◆ **DATA FOR PROCESSING**

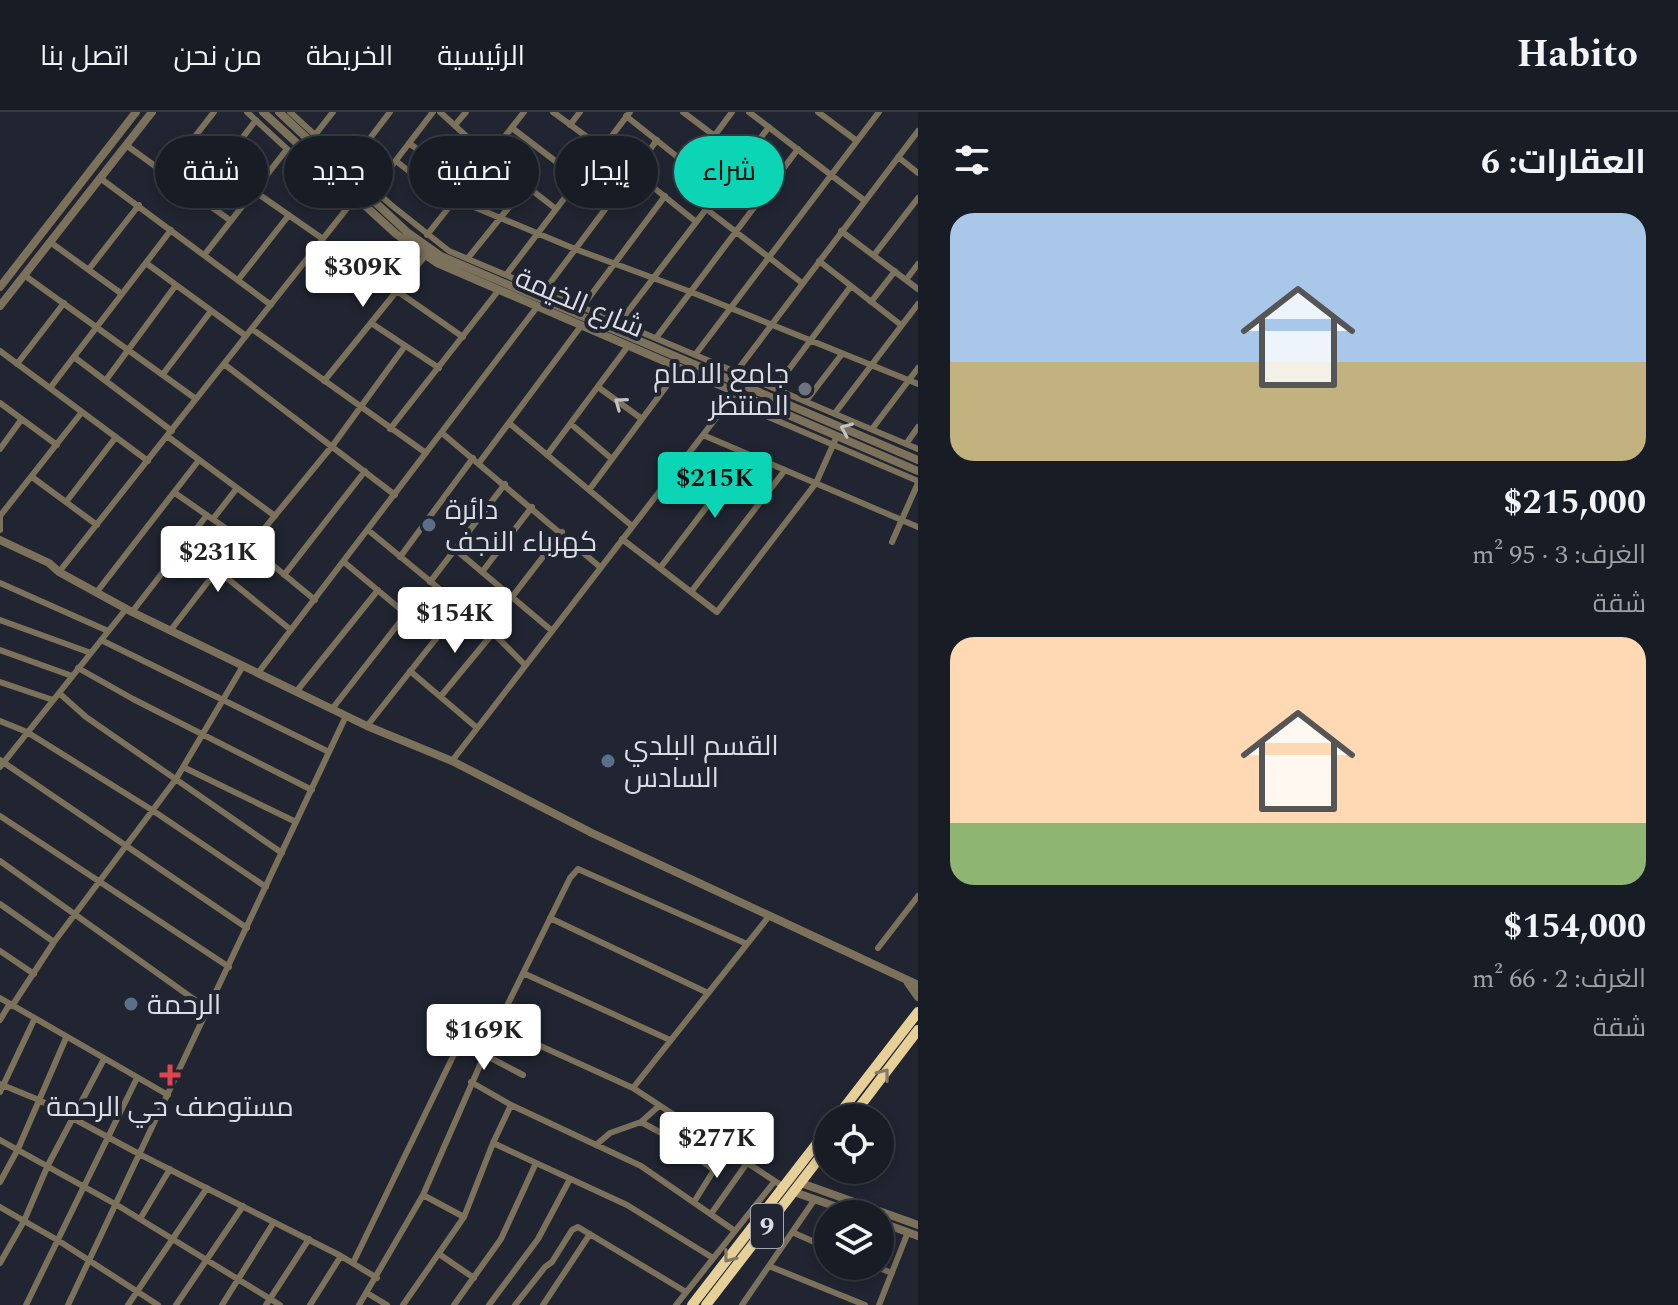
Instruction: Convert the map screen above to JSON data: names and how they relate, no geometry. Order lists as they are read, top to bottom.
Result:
{
  "streets": {
    "highway": ["9"],
    "street": ["شارع الخيمة"]
  },
  "places": {
    "other": [
      "جامع الامام المنتظر",
      "دائرة كهرباء النجف",
      "القسم البلدي السادس",
      "الرحمة"
    ],
    "health": ["مستوصف حي الرحمة"]
  },
  "page": {
    "header": "Habito",
    "nav": [
      "الرئيسية",
      "الخريطة",
      "من نحن",
      "اتصل بنا"
    ],
    "heading": "العقارات: 6",
    "chip": [
      "شراء",
      "إيجار",
      "تصفية",
      "جديد",
      "شقة"
    ],
    "list": [
      {
        "name": "$215,000",
        "note": "الغرف: 3 · 95 m² · شقة"
      },
      {
        "name": "$154,000",
        "note": "الغرف: 2 · 66 m² · شقة"
      }
    ],
    "price": [
      "$309K",
      "$215K",
      "$231K",
      "$154K",
      "$169K",
      "$277K"
    ]
  }
}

◆ **EXERCISE REQUIREMENTS**
Without the pictures, return the records above exactly as given.

◆ **WRITTEN ANSWER**
Instruction: Convert the map screen above to JSON data: names and how they relate, no geometry. Order lists as they are read, top to bottom.
Result:
{
  "streets": {
    "highway": ["9"],
    "street": ["شارع الخيمة"]
  },
  "places": {
    "other": [
      "جامع الامام المنتظر",
      "دائرة كهرباء النجف",
      "القسم البلدي السادس",
      "الرحمة"
    ],
    "health": ["مستوصف حي الرحمة"]
  },
  "page": {
    "header": "Habito",
    "nav": [
      "الرئيسية",
      "الخريطة",
      "من نحن",
      "اتصل بنا"
    ],
    "heading": "العقارات: 6",
    "chip": [
      "شراء",
      "إيجار",
      "تصفية",
      "جديد",
      "شقة"
    ],
    "list": [
      {
        "name": "$215,000",
        "note": "الغرف: 3 · 95 m² · شقة"
      },
      {
        "name": "$154,000",
        "note": "الغرف: 2 · 66 m² · شقة"
      }
    ],
    "price": [
      "$309K",
      "$215K",
      "$231K",
      "$154K",
      "$169K",
      "$277K"
    ]
  }
}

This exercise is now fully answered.